A milestone for control groups

By Jonathan Corbet
July 31, 2017

Changes to core-kernel subsystems take time but, even so, one can only imagine that Tejun Heo never expected the process of fixing the control-group interface to take more than five years. Disagreements over the design of the new control-group interface have delayed its adoption; even though most of the code has been in the kernel for some time, not all controllers work with it. It would now appear, however, that agreement has been reached on an important final piece, which is currently on track to be merged for the 4.14 development cycle.

When Heo first raised the issue of fixing the control-group interface in 2012, he identified what he saw as two key problems: the ability to create multiple control-group hierarchies and allowing a control group to contain both processes and other control groups. Both interface features complicated the implementation of controllers, especially in cases where multiple controllers need to be able to cooperate with each other. His proposal was that the new ("V2") control-group API should dispense with these features.

Fast-forward to 2017, and those changes have been made. The V2 interface supports a single control-group hierarchy, and it requires that processes only appear in the leaf nodes of that hierarchy. Getting there took quite a bit of discussion and negotiation, and most users have made their peace with the new world order. This migration ran into a snag when the time came to update the CPU controller, though, with the result that there still is no CPU controller for the V2 interface.

The core problem is the "no internal processes" rule, combined with another V2 constraint that was added a bit later: all of the threads of any given process must be placed in the same control group. For most of the controllers in the system, it makes little sense to place a process's threads in different parts of the hierarchy; many resources are best managed at the process level. But CPU scheduling is different. It is entirely sensible (and useful) to allow a thread to compete with a subgroup full of other threads for the CPU, and applying different scheduling constraints to different threads in the same process is also useful. The inability of the V2 interface to handle this use case has led to disagreements that have taken years to resolve.
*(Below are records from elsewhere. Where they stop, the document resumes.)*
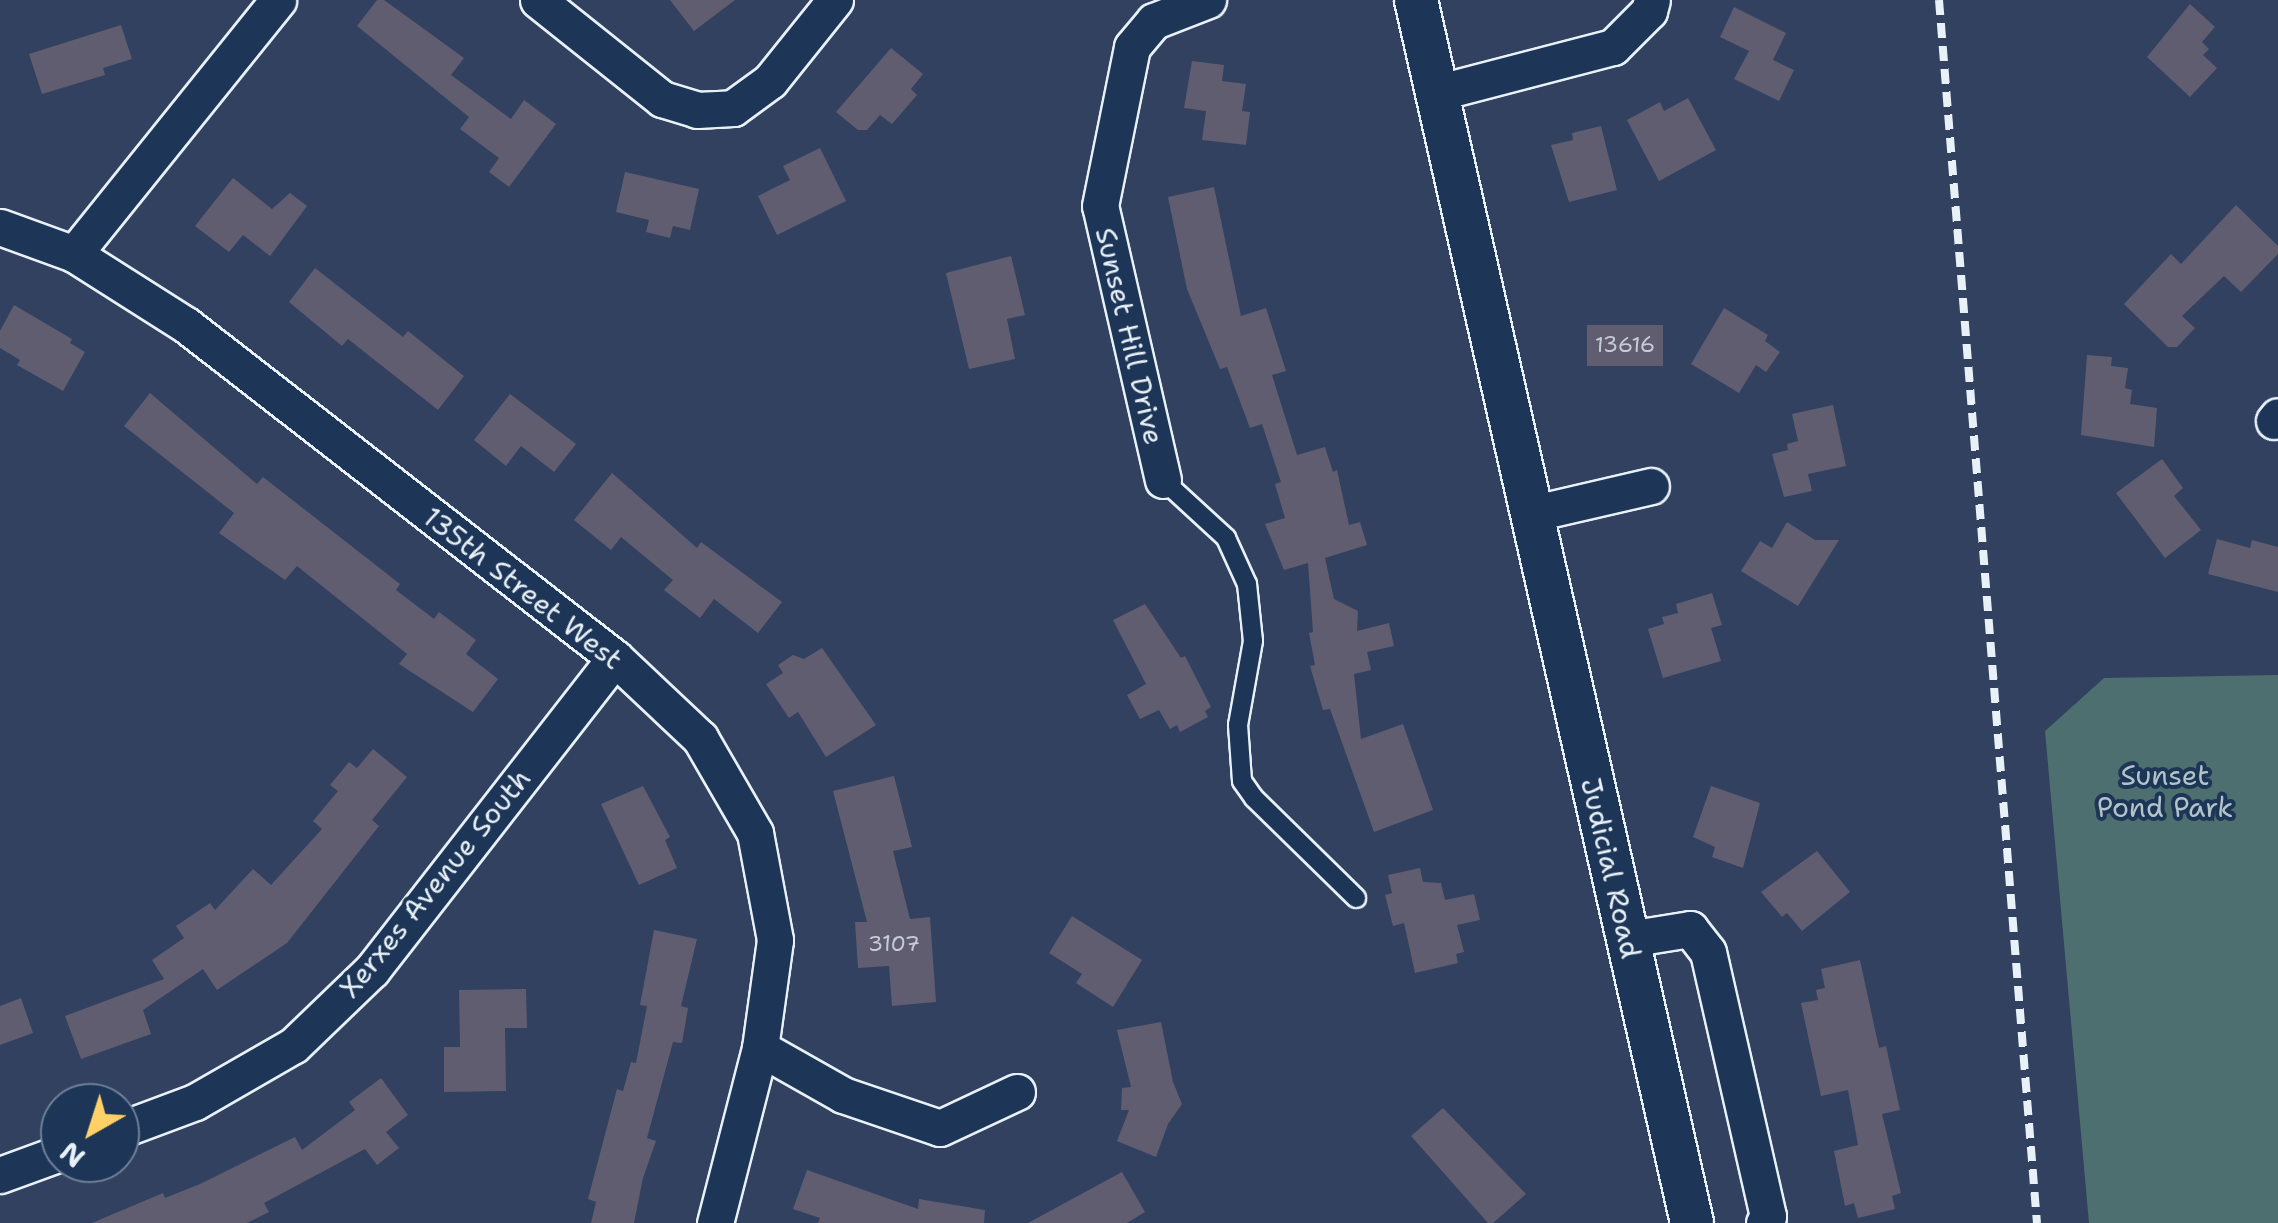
<!DOCTYPE html>
<style>
body{margin:0}
#map{position:relative;width:2278px;height:1223px;overflow:hidden;background:#31415f;font-family:"Shantell Sans",sans-serif}
div>[style]{position:absolute}
.green>*{inset:0;background:#4d6f6f}
.building>*{inset:0;background:#615d71;transform-origin:0 0}
.roads{filter:drop-shadow(2px 0 #e8f1f8) drop-shadow(-2px 0 #e8f1f8) drop-shadow(0 2px #e8f1f8) drop-shadow(0 -2px #e8f1f8)}
.service>*{height:18px;margin:-9px;padding:0 9px;transform-origin:9px;border-radius:9px;background:#1d3557}
.minor>*{height:35px;margin:-17.5px;padding:0 17.5px;transform-origin:17.5px;border-radius:17.5px;background:#1d3557}
.tertiary>*{height:42px;margin:-21px;padding:0 21px;transform-origin:21px;border-radius:21px;background:#1d3557}
.rail>*{height:8px;margin-top:-4px;transform-origin:0;background:repeating-linear-gradient(90deg,#e8f1f8 0 15px,transparent 0 23px)}
span{translate:-50% -50%;white-space:nowrap;text-align:center;line-height:1.15;-webkit-text-stroke:8px #1d3557;paint-order:stroke}
.number-label{font-size:22px;color:#c6ccd6}
.number-label span{-webkit-text-stroke-width:0}
.street-label{font-size:28px;color:#e8f1f8}
.park-label{font-size:28px;color:#b2c4c8}
.north{position:absolute;left:40px;top:1083px;width:100px;height:100px;box-sizing:border-box;background:#1d3557;border:2px solid #6e8097;border-radius:50%;rotate:219deg;font-size:28px;font-weight:700;line-height:40px;text-align:center;color:#e8f1f8}
.north::after{content:'';display:block;margin:auto;width:35px;height:45px;background:#ffd166;clip-path:polygon(50% 0,100% 100%,50% 72%,0 100%)}
</style>
<div id="map">
<div class="green">
<div style="clip-path:polygon(2278px 675px,2278px 1223px,2089px 1223px,2045px 731px,2104px 678px)"></div>
</div>
<div class="building">
<div style="clip-path:polygon(377px 0,384px 0,464px 58px,451px 75px,511px 119px,524px 100px,556px 124px,509px 187px,489px 172px,499px 158px,460px 129px,469px 117px,357px 26px)"></div>
<div style="clip-path:polygon(670px 0,735px 0,694px 31px)"></div>
<div style="clip-path:polygon(2190px 4px,2215px 27px,2202px 42px,2209px 49px,2203px 55px,2217px 68px,2190px 97px,2147px 57px)"></div>
<div style="clip-path:polygon(1734px 7px,1786px 33px,1773px 60px,1794px 70px,1779px 101px,1734px 79px,1749px 51px,1720px 37px)"></div>
<div style="clip-path:polygon(121px 25px,132px 59px,103px 68px,105px 75px,42px 94px,29px 54px)"></div>
<div style="clip-path:polygon(891px 48px,923px 74px,911px 89px,917px 95px,892px 124px,880px 115px,867px 130px,858px 130px,836px 112px)"></div>
<div style="clip-path:polygon(1192px 61px,1224px 65px,1222px 81px,1246px 84px,1242px 111px,1250px 112px,1246px 145px,1202px 140px,1206px 111px,1184px 108px)"></div>
<div style="clip-path:polygon(1688px 98px,1716px 150px,1659px 181px,1627px 120px,1660px 102px,1664px 111px)"></div>
<div style="clip-path:polygon(1601px 126px,1617px 190px,1569px 202px,1551px 145px,1573px 140px,1572px 133px)"></div>
<div style="clip-path:polygon(820px 148px,846px 201px,777px 235px,758px 196px,790px 180px,783px 166px)"></div>
<div style="clip-path:polygon(625px 172px,699px 189px,690px 230px,673px 226px,670px 238px,646px 232px,649px 220px,616px 212px)"></div>
<div style="clip-path:polygon(233px 178px,272px 209px,290px 193px,307px 206px,270px 256px,243px 235px,229px 252px,195px 226px)"></div>
<div style="clip-path:polygon(1214px 187px,1241px 316px,1266px 308px,1286px 371px,1272px 375px,1297px 455px,1325px 447px,1333px 472px,1337px 470px,1349px 525px,1360px 522px,1367px 545px,1325px 558px,1334px 599px,1358px 611px,1357px 631px,1389px 623px,1394px 646px,1367px 652px,1371px 670px,1354px 674px,1361px 739px,1403px 724px,1433px 810px,1374px 832px,1330px 709px,1323px 710px,1310px 666px,1315px 665px,1309px 633px,1313px 632px,1308px 563px,1284px 570px,1265px 524px,1285px 518px,1275px 484px,1281px 482px,1262px 424px,1250px 428px,1227px 367px,1220px 369px,1187px 289px,1168px 197px)"></div>
<div style="clip-path:polygon(2236px 205px,2278px 246px,2278px 254px,2241px 292px,2224px 276px,2182px 316px,2195px 328px,2177px 347px,2168px 347px,2124px 304px,2171px 254px,2181px 264px)"></div>
<div style="clip-path:polygon(1011px 256px,1025px 315px,1007px 319px,1015px 359px,969px 369px,946px 273px)"></div>
<div style="clip-path:polygon(315px 268px,403px 337px,408px 331px,464px 376px,438px 410px,348px 339px,342px 346px,289px 302px)"></div>
<div style="clip-path:polygon(14px 305px,72px 339px,70px 343px,85px 352px,63px 391px,17px 365px,20px 360px,0 348px,0 331px)"></div>
<div style="clip-path:polygon(1724px 308px,1768px 335px,1765px 341px,1780px 352px,1766px 372px,1756px 365px,1739px 393px,1691px 364px)"></div>
<div style="left:1587px;top:325px;width:76px;height:41px"></div>
<div style="clip-path:polygon(2087px 355px,2112px 357px,2111px 366px,2128px 368px,2125px 388px,2132px 390px,2130px 404px,2157px 408px,2154px 447px,2081px 435px)"></div>
<div style="clip-path:polygon(150px 393px,257px 484px,263px 477px,400px 584px,396px 590px,434px 619px,439px 612px,476px 640px,466px 654px,498px 679px,473px 712px,399px 664px,407px 654px,297px 566px,285px 580px,219px 533px,234px 513px,124px 426px)"></div>
<div style="clip-path:polygon(510px 394px,576px 444px,554px 472px,521px 446px,506px 466px,474px 440px)"></div>
<div style="clip-path:polygon(1833px 405px,1846px 466px,1808px 474px,1812px 491px,1784px 497px,1772px 454px,1788px 450px,1787px 444px,1798px 441px,1792px 414px)"></div>
<div style="clip-path:polygon(2162px 459px,2183px 488px,2174px 496px,2201px 530px,2165px 558px,2116px 493px)"></div>
<div style="clip-path:polygon(612px 473px,697px 548px,701px 542px,782px 602px,758px 633px,714px 599px,700px 618px,664px 590px,673px 580px,621px 537px,611px 550px,574px 520px)"></div>
<div style="clip-path:polygon(1787px 522px,1815px 540px,1839px 540px,1798px 606px,1741px 571px,1760px 541px,1772px 548px)"></div>
<div style="clip-path:polygon(2217px 539px,2250px 548px,2252px 540px,2278px 547px,2278px 592px,2208px 574px)"></div>
<div style="clip-path:polygon(1712px 593px,1722px 625px,1711px 628px,1721px 661px,1663px 678px,1648px 629px,1664px 624px,1662px 617px,1678px 613px,1676px 604px)"></div>
<div style="clip-path:polygon(1145px 604px,1181px 658px,1185px 656px,1211px 707px,1205px 711px,1208px 717px,1180px 732px,1177px 725px,1170px 729px,1159px 710px,1140px 719px,1127px 695px,1146px 684px,1113px 620px)"></div>
<div style="clip-path:polygon(822px 648px,876px 725px,826px 757px,798px 712px,789px 718px,766px 684px,783px 673px,778px 665px,793px 655px,804px 659px)"></div>
<div style="clip-path:polygon(373px 749px,407px 777px,372px 820px,379px 826px,287px 943px,217px 990px,203px 969px,143px 1010px,151px 1034px,81px 1059px,65px 1016px,164px 979px,152px 960px,184px 938px,176px 926px,210px 903px,215px 910px,253px 869px,271px 885px,322px 829px,313px 821px,338px 791px,330px 785px,349px 762px,357px 768px)"></div>
<div style="clip-path:polygon(894px 776px,912px 847px,893px 851px,910px 919px,930px 917px,936px 1002px,892px 1006px,889px 966px,858px 968px,855px 922px,867px 922px,833px 791px)"></div>
<div style="clip-path:polygon(643px 786px,670px 837px,665px 840px,677px 868px,639px 885px,601px 804px)"></div>
<div style="clip-path:polygon(1711px 786px,1760px 803px,1743px 868px,1712px 857px,1715px 847px,1693px 837px)"></div>
<div style="clip-path:polygon(1817px 851px,1850px 892px,1802px 931px,1787px 913px,1782px 917px,1761px 892px)"></div>
<div style="clip-path:polygon(1420px 868px,1423px 882px,1441px 883px,1445px 900px,1474px 894px,1480px 920px,1457px 925px,1464px 952px,1456px 954px,1458px 963px,1415px 973px,1404px 923px,1393px 926px,1385px 895px,1392px 893px,1388px 875px)"></div>
<div style="clip-path:polygon(1072px 916px,1142px 960px,1113px 1007px,1076px 983px,1082px 974px,1049px 953px)"></div>
<div style="clip-path:polygon(654px 930px,697px 939px,681px 1006px,688px 1008px,682px 1043px,673px 1042px,647px 1138px,656px 1141px,643px 1178px,634px 1223px,591px 1223px,596px 1202px,588px 1199px,617px 1089px,623px 1091px,631px 1062px,636px 1063px,647px 1006px,640px 1005px)"></div>
<div style="clip-path:polygon(1860px 960px,1879px 1048px,1886px 1046px,1900px 1110px,1882px 1114px,1901px 1193px,1892px 1196px,1895px 1209px,1858px 1218px,1854px 1203px,1845px 1206px,1834px 1151px,1858px 1145px,1848px 1090px,1821px 1096px,1801px 1003px,1818px 1000px,1816px 990px,1825px 988px,1821px 969px)"></div>
<div style="clip-path:polygon(526px 989px,527px 1028px,505px 1028px,506px 1091px,444px 1092px,444px 1047px,460px 1047px,459px 990px)"></div>
<div style="clip-path:polygon(21px 998px,33px 1033px,0 1045px,0 1006px)"></div>
<div style="clip-path:polygon(1161px 1022px,1173px 1082px,1182px 1104px,1168px 1124px,1156px 1157px,1117px 1141px,1129px 1110px,1121px 1110px,1122px 1088px,1131px 1087px,1117px 1030px)"></div>
<div style="clip-path:polygon(381px 1078px,408px 1115px,386px 1132px,399px 1148px,377px 1165px,365px 1149px,264px 1203px,269px 1212px,247px 1223px,92px 1223px,163px 1193px,165px 1198px,200px 1184px,295px 1137px,302px 1150px,355px 1110px,349px 1102px)"></div>
<div style="clip-path:polygon(1443px 1108px,1526px 1194px,1493px 1223px,1488px 1223px,1411px 1136px)"></div>
<div style="clip-path:polygon(807px 1170px,918px 1209px,919px 1199px,985px 1210px,984px 1223px,818px 1223px,820px 1218px,793px 1209px)"></div>
<div style="clip-path:polygon(1122px 1172px,1145px 1212px,1127px 1223px,1028px 1223px)"></div>
</div>
<div class="roads">
<div class="service">
<div style="left:1163px;top:480px;width:86px;rotate:42.6deg"></div>
<div style="left:1226px;top:538px;width:51px;rotate:65.5deg"></div>
<div style="left:1247px;top:584px;width:57px;rotate:84deg"></div>
<div style="left:1253px;top:641px;width:85px;rotate:100.1deg"></div>
<div style="left:1238px;top:725px;width:56px;rotate:85.9deg"></div>
<div style="left:1242px;top:781px;width:21px;rotate:55deg"></div>
<div style="left:1254px;top:798px;width:143px;rotate:44.4deg"></div>
</div>
<div class="minor">
<div style="left:538px;top:0;width:159px;rotate:38.6deg"></div>
<div style="left:662px;top:99px;width:37px;rotate:17deg"></div>
<div style="left:697px;top:110px;width:36px;rotate:-3deg"></div>
<div style="left:733px;top:108px;width:46px;rotate:-36.1deg"></div>
<div style="left:770px;top:81px;width:104px;rotate:-51.3deg"></div>
<div style="left:1436px;top:93px;width:183px;rotate:-14.6deg"></div>
<div style="left:1613px;top:47px;width:51px;rotate:-45deg"></div>
<div style="left:1649px;top:11px;width:11px;rotate:-75deg"></div>
<div style="left:0;top:227px;width:79px;rotate:20deg"></div>
<div style="left:74px;top:254px;width:133px;rotate:32.4deg"></div>
<div style="left:186px;top:325px;width:543px;rotate:37.82deg"></div>
<div style="left:615px;top:658px;width:117px;rotate:43.3deg"></div>
<div style="left:700px;top:738px;width:110px;rotate:59.9deg"></div>
<div style="left:755px;top:833px;width:109px;rotate:79.4deg"></div>
<div style="left:775px;top:940px;width:109px;rotate:97.9deg"></div>
<div style="left:760px;top:1048px;width:181px;rotate:104.4deg"></div>
<div style="left:74px;top:254px;width:326px;rotate:-51.2deg"></div>
<div style="left:2274px;top:421px;width:6px;rotate:-51deg"></div>
<div style="left:1163px;top:480px;width:281px;rotate:-102.9deg"></div>
<div style="left:1100px;top:206px;width:162px;rotate:-78.6deg"></div>
<div style="left:1132px;top:47px;width:34px;rotate:-50deg"></div>
<div style="left:1154px;top:21px;width:58px;rotate:-21.3deg"></div>
<div style="left:1530px;top:514px;width:124px;rotate:-13deg"></div>
<div style="left:1628px;top:939px;width:63px;rotate:-9.2deg"></div>
<div style="left:1690px;top:929px;width:29px;rotate:52deg"></div>
<div style="left:1708px;top:952px;width:271px;rotate:77.2deg"></div>
<div style="left:1768px;top:1216px;width:8px;rotate:120deg"></div>
<div style="left:760px;top:1048px;width:95px;rotate:29.5deg"></div>
<div style="left:843px;top:1095px;width:102px;rotate:18.8deg"></div>
<div style="left:940px;top:1128px;width:85px;rotate:-25.1deg"></div>
<div style="left:120px;top:1130px;width:80px;rotate:-20.5deg"></div>
<div style="left:195px;top:1102px;width:114px;rotate:-29.9deg"></div>
<div style="left:294px;top:1045px;width:108px;rotate:-43.9deg"></div>
<div style="left:372px;top:970px;width:395px;rotate:-52.1deg"></div>
<div style="left:0;top:1175px;width:64px;rotate:-20.1deg"></div>
</div>
<div class="tertiary">
<div style="left:1416px;top:0;width:1254px;rotate:77.28deg"></div>
</div>
</div>
<div class="rail">
<div style="left:1939px;top:0;width:1227px;rotate:85.42deg"></div>
</div>
<div class="number-label">
<span style="left:1625px;top:345px">13616</span>
<span style="left:894px;top:944px">3107</span>
</div>
<div class="street-label">
<span style="left:1130px;top:336px;rotate:77deg">Sunset Hill Drive</span>
<span style="left:523px;top:588px;rotate:38deg">135th Street West</span>
<span style="left:1611px;top:868px;rotate:77deg">Judicial Road</span>
<span style="left:435px;top:883px;rotate:-51deg">Xerxes Avenue South</span>
</div>
<div class="park-label">
<span style="left:2165px;top:791px">Sunset<br>Pond Park</span>
</div>
<div class="north">N</div>
</div>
Heo has made various proposals to address this problem, culminating in the "thread mode" concept posted in February. There were still some disagreements at that time that prevented thread mode from being merged, but it would appear that those have, finally, been worked out.

Thread mode for 4.14

The thread-mode concept found in the latest patch set follows the same lines as the version described in February. In current kernels, all control groups adhere to the "no internal processes" and "all of a process's threads are grouped together" rules. Control groups following these rules still exist in the new scheme; indeed, that remains the default mode. Such groups have been deemed "domain groups".

A domain group can be changed to a "threaded group" by writing the string "threaded" to its cgroup.type control file. The group must be empty for this change to be allowed. Threaded groups differ from domain groups in a few ways:

Any subgroups of a threaded group must also be threaded groups. Interestingly, new groups under a threaded group start out as domain groups in an "invalid" and unusable state. The only thing that can be done with them (other than removal) is to switch them to the threaded mode.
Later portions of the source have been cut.